=== Section Start ===

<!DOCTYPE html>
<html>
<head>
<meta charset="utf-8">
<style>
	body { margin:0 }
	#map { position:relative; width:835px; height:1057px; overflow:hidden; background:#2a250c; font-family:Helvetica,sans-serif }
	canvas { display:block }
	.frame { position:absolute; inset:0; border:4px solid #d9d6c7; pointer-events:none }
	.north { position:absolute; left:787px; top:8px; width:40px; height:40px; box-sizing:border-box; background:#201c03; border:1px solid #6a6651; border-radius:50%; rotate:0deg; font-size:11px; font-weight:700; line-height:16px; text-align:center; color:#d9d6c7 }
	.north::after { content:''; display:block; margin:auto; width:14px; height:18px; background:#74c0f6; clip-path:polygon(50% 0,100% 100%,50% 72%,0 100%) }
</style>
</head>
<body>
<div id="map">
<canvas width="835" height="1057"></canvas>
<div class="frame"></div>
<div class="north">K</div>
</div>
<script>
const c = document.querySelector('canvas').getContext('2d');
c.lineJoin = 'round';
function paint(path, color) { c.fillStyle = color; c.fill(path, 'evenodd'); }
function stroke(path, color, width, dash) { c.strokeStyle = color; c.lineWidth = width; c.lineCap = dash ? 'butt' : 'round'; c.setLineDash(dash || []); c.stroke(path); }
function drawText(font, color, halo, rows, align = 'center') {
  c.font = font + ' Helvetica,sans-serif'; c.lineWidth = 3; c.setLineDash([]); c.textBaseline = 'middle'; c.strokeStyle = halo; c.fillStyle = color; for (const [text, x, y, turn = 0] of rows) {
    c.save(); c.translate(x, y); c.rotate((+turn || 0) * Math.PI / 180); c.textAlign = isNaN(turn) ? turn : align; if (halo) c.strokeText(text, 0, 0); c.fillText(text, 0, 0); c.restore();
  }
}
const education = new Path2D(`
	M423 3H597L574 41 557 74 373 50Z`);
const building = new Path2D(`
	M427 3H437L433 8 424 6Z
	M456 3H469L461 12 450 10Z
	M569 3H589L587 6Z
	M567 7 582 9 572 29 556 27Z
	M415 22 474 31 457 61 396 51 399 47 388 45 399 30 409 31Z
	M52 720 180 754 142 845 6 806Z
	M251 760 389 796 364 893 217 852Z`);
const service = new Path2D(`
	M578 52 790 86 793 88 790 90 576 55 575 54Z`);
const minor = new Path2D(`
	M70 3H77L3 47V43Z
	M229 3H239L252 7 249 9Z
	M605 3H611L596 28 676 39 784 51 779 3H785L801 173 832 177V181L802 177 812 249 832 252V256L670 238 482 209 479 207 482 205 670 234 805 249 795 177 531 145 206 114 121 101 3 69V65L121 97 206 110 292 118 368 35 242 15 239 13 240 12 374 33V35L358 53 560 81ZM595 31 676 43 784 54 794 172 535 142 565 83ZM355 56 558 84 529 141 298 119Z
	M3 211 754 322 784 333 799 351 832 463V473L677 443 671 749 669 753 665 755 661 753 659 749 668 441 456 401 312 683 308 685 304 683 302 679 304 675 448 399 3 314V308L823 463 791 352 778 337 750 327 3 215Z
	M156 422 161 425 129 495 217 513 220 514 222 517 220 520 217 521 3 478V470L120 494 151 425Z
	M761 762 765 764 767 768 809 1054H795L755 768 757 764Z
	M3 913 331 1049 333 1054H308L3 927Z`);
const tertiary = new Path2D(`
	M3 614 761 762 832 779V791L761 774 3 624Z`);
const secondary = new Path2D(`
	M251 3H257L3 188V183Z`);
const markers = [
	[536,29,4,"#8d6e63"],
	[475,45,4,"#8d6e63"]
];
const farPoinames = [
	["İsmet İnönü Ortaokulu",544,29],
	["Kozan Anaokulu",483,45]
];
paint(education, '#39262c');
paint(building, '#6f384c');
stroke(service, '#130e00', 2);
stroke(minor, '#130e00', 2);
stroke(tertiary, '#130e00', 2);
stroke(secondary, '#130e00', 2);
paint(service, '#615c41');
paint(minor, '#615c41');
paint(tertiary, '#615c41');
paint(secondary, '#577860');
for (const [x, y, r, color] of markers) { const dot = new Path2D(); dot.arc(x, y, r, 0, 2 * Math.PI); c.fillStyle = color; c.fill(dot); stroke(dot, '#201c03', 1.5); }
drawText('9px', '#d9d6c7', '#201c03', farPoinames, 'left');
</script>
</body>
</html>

=== Section End ===

* Your instructions: For each line above that includes "setLineDash", copy the line.

* Solution to this problem:
function stroke(path, color, width, dash) { c.strokeStyle = color; c.lineWidth = width; c.lineCap = dash ? 'butt' : 'round'; c.setLineDash(dash || []); c.stroke(path); }
  c.font = font + ' Helvetica,sans-serif'; c.lineWidth = 3; c.setLineDash([]); c.textBaseline = 'middle'; c.strokeStyle = halo; c.fillStyle = color; for (const [text, x, y, turn = 0] of rows) {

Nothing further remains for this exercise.